Interviewed by Kerry O'Brien for the 7:30 Report (ABC) in September, Judy Kovco shared her beliefs that her son did not kill himself and that she would not be surprised to find the military covering up "an accidental shooting by somebody else or a murder." Today, she told Conor Duffy that she had "applied for the Coroner's Court" and she intends to keep fighting for the truth. The Coroner's Court?

Dan Box (The Australian) reports that: "Earlier this month, staff from the military board of inquiry into Kovco's death told the NSW Coroner's Court that its policy was to dispose of evidence" but police are now requesting that this not occur. Box quotes Judy Kovco, "They (the army) want this to go away and I am not going to go away."

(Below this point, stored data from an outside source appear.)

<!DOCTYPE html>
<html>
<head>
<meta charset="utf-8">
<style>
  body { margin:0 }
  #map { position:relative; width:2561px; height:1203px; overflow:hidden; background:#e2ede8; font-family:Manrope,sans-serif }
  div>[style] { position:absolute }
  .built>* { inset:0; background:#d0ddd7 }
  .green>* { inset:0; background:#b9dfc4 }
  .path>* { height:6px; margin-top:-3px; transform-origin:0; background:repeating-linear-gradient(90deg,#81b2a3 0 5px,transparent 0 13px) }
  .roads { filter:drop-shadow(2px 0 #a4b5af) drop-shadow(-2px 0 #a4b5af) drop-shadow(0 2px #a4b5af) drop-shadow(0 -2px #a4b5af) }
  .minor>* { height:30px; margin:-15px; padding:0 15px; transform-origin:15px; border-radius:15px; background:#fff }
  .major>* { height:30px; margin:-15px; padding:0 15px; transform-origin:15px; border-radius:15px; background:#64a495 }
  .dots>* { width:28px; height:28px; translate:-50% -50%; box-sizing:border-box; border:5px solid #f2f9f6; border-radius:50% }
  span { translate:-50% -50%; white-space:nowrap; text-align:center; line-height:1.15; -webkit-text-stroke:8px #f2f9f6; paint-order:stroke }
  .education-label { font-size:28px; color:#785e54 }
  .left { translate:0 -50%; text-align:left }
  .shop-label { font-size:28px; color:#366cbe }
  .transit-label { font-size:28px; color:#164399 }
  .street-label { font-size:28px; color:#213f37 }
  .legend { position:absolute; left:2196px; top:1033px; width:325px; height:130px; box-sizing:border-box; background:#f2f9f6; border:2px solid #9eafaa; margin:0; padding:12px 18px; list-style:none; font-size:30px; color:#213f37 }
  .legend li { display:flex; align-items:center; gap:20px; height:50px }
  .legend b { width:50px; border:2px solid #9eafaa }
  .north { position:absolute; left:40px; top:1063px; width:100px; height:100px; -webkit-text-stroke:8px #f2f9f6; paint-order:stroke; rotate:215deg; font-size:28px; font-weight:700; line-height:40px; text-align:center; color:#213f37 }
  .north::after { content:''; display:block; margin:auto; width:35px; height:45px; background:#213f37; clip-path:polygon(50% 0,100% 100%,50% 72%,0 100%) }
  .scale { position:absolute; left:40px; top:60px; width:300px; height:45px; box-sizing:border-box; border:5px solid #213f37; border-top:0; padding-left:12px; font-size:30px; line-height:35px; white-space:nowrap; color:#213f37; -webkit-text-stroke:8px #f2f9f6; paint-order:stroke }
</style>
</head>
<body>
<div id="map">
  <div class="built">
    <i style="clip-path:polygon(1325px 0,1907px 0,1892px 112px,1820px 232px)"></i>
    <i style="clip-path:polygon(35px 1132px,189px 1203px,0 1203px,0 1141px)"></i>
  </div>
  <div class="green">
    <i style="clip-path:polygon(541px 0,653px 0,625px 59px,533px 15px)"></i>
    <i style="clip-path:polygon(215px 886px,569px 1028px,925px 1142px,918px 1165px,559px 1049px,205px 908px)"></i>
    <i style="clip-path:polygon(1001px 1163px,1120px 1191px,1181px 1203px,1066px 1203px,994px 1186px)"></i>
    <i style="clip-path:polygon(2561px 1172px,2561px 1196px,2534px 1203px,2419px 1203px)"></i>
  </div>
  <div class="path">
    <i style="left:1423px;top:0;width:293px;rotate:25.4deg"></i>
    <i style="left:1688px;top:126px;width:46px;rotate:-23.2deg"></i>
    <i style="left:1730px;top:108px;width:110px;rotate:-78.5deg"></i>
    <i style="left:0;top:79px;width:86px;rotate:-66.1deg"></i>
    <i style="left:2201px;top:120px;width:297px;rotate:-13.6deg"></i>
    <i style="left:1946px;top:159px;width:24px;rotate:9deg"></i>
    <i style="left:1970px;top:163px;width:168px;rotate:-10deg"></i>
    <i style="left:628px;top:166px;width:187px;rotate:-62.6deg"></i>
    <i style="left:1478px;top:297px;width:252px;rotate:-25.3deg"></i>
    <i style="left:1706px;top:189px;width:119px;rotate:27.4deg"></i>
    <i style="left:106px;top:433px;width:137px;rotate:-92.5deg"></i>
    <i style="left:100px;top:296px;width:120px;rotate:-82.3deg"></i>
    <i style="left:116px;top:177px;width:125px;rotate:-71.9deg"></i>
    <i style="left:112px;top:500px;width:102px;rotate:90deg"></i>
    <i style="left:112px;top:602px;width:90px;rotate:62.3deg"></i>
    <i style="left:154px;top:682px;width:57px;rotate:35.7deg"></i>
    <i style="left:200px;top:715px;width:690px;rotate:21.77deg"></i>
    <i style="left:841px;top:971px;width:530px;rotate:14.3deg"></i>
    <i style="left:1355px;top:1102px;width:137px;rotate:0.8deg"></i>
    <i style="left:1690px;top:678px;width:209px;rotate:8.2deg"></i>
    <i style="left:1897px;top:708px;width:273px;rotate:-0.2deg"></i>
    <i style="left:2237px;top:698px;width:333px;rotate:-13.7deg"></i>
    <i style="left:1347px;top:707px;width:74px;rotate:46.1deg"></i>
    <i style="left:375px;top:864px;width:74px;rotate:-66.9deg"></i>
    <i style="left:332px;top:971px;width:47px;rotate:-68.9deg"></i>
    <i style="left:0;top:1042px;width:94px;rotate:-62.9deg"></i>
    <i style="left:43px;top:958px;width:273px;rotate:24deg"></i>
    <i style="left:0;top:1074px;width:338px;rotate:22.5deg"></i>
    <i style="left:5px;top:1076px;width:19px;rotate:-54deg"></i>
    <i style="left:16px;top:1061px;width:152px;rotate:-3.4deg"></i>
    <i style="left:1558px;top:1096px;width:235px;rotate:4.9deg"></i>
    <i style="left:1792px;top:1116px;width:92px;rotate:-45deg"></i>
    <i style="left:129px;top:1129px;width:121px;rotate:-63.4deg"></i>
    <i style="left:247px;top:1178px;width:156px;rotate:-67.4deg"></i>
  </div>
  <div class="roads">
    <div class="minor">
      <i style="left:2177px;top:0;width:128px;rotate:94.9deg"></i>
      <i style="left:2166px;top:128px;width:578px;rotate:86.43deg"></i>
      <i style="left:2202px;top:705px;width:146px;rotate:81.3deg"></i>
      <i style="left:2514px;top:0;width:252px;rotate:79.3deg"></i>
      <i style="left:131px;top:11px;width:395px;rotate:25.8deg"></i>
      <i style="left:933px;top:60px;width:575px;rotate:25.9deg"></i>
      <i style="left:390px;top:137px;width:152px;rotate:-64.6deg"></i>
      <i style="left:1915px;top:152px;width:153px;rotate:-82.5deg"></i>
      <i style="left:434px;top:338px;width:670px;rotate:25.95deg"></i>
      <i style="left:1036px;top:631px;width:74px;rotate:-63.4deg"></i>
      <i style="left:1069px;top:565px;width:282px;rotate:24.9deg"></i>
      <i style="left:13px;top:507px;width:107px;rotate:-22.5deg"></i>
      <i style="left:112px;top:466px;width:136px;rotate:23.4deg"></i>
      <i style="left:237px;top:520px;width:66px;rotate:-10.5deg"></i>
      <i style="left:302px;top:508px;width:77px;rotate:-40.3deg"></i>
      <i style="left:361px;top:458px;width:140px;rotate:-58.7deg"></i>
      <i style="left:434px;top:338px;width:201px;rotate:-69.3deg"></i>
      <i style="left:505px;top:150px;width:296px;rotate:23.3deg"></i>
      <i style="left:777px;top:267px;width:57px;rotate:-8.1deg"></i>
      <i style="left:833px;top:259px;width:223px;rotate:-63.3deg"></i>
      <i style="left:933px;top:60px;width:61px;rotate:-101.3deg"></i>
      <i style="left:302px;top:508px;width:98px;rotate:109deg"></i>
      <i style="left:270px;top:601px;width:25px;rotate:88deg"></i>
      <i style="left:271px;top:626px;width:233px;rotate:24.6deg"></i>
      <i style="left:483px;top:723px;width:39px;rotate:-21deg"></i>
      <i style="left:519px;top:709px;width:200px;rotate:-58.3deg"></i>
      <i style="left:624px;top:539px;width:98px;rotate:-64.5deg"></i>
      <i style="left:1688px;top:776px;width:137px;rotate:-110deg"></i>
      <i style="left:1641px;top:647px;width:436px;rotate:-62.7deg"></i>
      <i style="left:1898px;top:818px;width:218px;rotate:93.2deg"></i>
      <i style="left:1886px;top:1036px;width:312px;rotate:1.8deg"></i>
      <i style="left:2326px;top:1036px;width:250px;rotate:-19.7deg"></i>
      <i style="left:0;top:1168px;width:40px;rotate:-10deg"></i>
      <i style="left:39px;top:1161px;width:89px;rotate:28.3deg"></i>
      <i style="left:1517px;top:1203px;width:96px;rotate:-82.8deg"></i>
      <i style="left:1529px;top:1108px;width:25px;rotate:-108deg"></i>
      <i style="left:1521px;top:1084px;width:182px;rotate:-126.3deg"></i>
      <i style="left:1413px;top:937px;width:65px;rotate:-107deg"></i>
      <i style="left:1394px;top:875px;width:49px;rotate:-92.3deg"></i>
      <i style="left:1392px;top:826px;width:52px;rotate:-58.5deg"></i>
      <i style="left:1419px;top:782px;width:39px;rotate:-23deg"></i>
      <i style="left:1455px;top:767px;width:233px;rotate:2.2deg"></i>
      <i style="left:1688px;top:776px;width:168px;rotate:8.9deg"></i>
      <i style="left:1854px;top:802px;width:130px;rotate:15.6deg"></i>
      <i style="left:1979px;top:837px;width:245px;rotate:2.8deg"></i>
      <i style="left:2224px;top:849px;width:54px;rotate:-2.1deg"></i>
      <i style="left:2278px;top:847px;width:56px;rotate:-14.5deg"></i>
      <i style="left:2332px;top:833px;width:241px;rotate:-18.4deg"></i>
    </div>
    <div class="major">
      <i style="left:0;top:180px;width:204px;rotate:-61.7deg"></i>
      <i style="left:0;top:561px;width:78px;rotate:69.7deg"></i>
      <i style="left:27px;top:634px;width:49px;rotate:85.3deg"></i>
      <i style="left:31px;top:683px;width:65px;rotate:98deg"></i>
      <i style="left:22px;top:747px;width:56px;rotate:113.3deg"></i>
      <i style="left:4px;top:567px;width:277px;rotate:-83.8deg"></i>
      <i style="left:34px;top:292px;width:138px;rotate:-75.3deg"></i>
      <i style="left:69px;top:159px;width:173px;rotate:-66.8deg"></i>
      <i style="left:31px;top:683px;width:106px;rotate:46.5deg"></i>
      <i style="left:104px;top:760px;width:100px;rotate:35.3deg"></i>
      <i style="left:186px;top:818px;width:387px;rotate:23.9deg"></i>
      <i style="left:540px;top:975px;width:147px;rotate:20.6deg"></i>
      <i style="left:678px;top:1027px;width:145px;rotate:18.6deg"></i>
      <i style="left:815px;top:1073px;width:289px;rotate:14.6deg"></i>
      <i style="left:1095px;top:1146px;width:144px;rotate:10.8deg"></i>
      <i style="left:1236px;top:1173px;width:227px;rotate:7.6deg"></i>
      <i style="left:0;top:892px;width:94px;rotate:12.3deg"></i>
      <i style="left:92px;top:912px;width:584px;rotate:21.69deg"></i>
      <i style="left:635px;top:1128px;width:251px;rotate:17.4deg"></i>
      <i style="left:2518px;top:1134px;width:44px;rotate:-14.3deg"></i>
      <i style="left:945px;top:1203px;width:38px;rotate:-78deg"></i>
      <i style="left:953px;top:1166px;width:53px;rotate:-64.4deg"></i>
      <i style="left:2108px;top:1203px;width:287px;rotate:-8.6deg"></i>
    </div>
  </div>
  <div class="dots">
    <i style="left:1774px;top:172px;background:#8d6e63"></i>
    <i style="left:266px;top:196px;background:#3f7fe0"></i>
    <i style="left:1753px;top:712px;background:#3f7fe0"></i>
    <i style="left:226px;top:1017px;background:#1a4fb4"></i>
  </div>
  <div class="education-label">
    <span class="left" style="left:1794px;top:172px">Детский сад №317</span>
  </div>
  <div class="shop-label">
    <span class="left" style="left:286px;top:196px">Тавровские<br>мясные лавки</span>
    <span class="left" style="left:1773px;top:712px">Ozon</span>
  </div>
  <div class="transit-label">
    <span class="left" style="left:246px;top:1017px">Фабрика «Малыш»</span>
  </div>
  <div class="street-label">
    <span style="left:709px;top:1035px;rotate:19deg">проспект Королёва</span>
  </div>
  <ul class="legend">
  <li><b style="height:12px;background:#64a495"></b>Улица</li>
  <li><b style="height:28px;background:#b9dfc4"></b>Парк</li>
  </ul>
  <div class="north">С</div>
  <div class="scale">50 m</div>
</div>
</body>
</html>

Box also notes that the roommates of Jake Kovco "suggested he may have placed the gun to his head as a joke, but said they did not see the fatal shot." They didn't see too damn much, did they? They offered speculation of what might have happened or what someone said probably happened or this or that but they really think the world believes that if you're in a small room with someone who is shot, you don't notice. You don't notice when the gun goes off, you don't turn around and think, "Where did that come from?"

Was the gun on the bed, on the computer, where? No one knows because apparently a gun goes off and you ignore it as you dig through the fridge thinking, "Hmm. Pepsi or Coke?" You do, however, meet up with the person whose DNA later turns up on Jake Kovco's gun (the gun that killed him) and discuss things, and when Steven Carr tells you Jake Kovco was a 'cowboy' with his gun, always playing with it, you testify to that as fact -- not that Carr told you. No, you refuse to tell where you heard it. But you slip that into your testimony.

Steven Carr is not just the one whose DNA was found on Kovco's gun, he's also a scientific genius. Or was for many days as he 'theorized' about how his DNA transferred to Jake Kovco's gun even though Carr maintains he never touched Kovco's gun. There was something really sad as that made it into print repeatedly when it was laughable on its very face. It would take expert testimony before the
DNA transfer was refuted by expert witness (Michelle Franco of the NSW Department of Health's Analytical Laboratories).

No questions were answered in the laughable inquiry ("Keystone Cops," Judy Kovco's term for one witness, applies to the entire proceedings).